_ABOUT THIS TASK_
Quote each record exactly, please, leaving none out.

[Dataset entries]
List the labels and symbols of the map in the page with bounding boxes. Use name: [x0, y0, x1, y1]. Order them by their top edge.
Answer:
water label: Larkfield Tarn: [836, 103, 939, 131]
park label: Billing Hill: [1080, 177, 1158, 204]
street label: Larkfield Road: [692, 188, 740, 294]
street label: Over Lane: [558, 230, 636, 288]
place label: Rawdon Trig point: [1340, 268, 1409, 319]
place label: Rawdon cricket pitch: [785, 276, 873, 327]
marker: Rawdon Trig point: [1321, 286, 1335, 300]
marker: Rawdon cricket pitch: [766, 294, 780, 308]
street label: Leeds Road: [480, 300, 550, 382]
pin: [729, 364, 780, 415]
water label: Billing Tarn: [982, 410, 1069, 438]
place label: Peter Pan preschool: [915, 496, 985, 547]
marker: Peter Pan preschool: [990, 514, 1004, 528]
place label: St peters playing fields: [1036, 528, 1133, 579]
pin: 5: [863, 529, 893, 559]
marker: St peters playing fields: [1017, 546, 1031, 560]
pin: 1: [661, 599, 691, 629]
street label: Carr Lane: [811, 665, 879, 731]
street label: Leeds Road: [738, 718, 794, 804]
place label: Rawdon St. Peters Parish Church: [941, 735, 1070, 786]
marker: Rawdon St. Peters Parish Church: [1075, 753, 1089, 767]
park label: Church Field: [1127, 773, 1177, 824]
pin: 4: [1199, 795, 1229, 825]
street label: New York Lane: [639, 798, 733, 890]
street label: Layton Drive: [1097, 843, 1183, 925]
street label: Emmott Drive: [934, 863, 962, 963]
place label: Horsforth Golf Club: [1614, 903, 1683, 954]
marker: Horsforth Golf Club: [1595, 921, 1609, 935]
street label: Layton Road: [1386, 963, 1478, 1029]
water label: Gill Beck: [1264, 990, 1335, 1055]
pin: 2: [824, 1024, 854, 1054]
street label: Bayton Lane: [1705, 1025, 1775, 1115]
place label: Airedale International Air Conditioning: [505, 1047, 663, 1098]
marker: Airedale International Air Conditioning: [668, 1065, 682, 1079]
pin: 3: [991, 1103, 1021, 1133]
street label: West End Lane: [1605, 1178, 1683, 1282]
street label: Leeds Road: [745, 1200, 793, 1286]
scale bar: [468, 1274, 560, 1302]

_EXPECTED ANSWER_
List the labels and symbols of the map in the page with bounding boxes. Use name: [x0, y0, x1, y1]. Order them by their top edge.
Answer:
water label: Larkfield Tarn: [836, 103, 939, 131]
park label: Billing Hill: [1080, 177, 1158, 204]
street label: Larkfield Road: [692, 188, 740, 294]
street label: Over Lane: [558, 230, 636, 288]
place label: Rawdon Trig point: [1340, 268, 1409, 319]
place label: Rawdon cricket pitch: [785, 276, 873, 327]
marker: Rawdon Trig point: [1321, 286, 1335, 300]
marker: Rawdon cricket pitch: [766, 294, 780, 308]
street label: Leeds Road: [480, 300, 550, 382]
pin: [729, 364, 780, 415]
water label: Billing Tarn: [982, 410, 1069, 438]
place label: Peter Pan preschool: [915, 496, 985, 547]
marker: Peter Pan preschool: [990, 514, 1004, 528]
place label: St peters playing fields: [1036, 528, 1133, 579]
pin: 5: [863, 529, 893, 559]
marker: St peters playing fields: [1017, 546, 1031, 560]
pin: 1: [661, 599, 691, 629]
street label: Carr Lane: [811, 665, 879, 731]
street label: Leeds Road: [738, 718, 794, 804]
place label: Rawdon St. Peters Parish Church: [941, 735, 1070, 786]
marker: Rawdon St. Peters Parish Church: [1075, 753, 1089, 767]
park label: Church Field: [1127, 773, 1177, 824]
pin: 4: [1199, 795, 1229, 825]
street label: New York Lane: [639, 798, 733, 890]
street label: Layton Drive: [1097, 843, 1183, 925]
street label: Emmott Drive: [934, 863, 962, 963]
place label: Horsforth Golf Club: [1614, 903, 1683, 954]
marker: Horsforth Golf Club: [1595, 921, 1609, 935]
street label: Layton Road: [1386, 963, 1478, 1029]
water label: Gill Beck: [1264, 990, 1335, 1055]
pin: 2: [824, 1024, 854, 1054]
street label: Bayton Lane: [1705, 1025, 1775, 1115]
place label: Airedale International Air Conditioning: [505, 1047, 663, 1098]
marker: Airedale International Air Conditioning: [668, 1065, 682, 1079]
pin: 3: [991, 1103, 1021, 1133]
street label: West End Lane: [1605, 1178, 1683, 1282]
street label: Leeds Road: [745, 1200, 793, 1286]
scale bar: [468, 1274, 560, 1302]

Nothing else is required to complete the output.